O pedido foi encaminhado ao ministro Alexandre Silveira em ofício assinado pelo presidente da CNA, João Martins da Silva, segundo informou a Agência Brasil. Por conseguinte, o tema poderá ser discutido na próxima reunião do Conselho Nacional de Política Energética (CNPE), prevista para a próxima semana. Caso aprovado, portanto, todo o diesel comercializado no Brasil passaria a conter 17% de biodiesel (B17), ante os atuais 15% (B15).

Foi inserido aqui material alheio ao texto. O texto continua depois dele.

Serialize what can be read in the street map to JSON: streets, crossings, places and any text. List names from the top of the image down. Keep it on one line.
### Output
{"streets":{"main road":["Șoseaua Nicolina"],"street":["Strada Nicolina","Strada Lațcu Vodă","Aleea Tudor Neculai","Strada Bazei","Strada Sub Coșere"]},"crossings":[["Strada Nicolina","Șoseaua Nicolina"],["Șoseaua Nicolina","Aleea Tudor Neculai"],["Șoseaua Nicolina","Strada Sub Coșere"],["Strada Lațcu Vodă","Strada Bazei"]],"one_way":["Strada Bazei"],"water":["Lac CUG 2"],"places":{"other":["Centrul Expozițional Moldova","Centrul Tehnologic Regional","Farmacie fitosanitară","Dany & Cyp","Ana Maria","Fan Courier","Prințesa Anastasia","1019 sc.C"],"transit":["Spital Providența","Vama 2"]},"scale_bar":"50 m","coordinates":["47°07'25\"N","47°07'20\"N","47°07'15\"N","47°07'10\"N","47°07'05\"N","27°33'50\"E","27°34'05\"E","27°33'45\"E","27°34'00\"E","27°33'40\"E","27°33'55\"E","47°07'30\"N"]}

A pressão sobre os preços é concreta: de fato, o barril do petróleo tipo Brent chegou a US$ 84, acumulando alta de cerca de 20% desde o fim de fevereiro, conforme reportado pela CNA. Além disso, a entidade cita como precedente a invasão da Ucrânia pela Rússia em 2022, quando o petróleo subiu cerca de 40% no primeiro semestre, com reflexos de altas de aproximadamente 21% no preço do diesel nas distribuidoras e de 23% na revenda. Por outro lado, a União Europeia respondeu àquela crise com tetos de preço e aceleração de programas de biocombustíveis, enquanto os Estados Unidos liberaram reservas estratégicas de petróleo.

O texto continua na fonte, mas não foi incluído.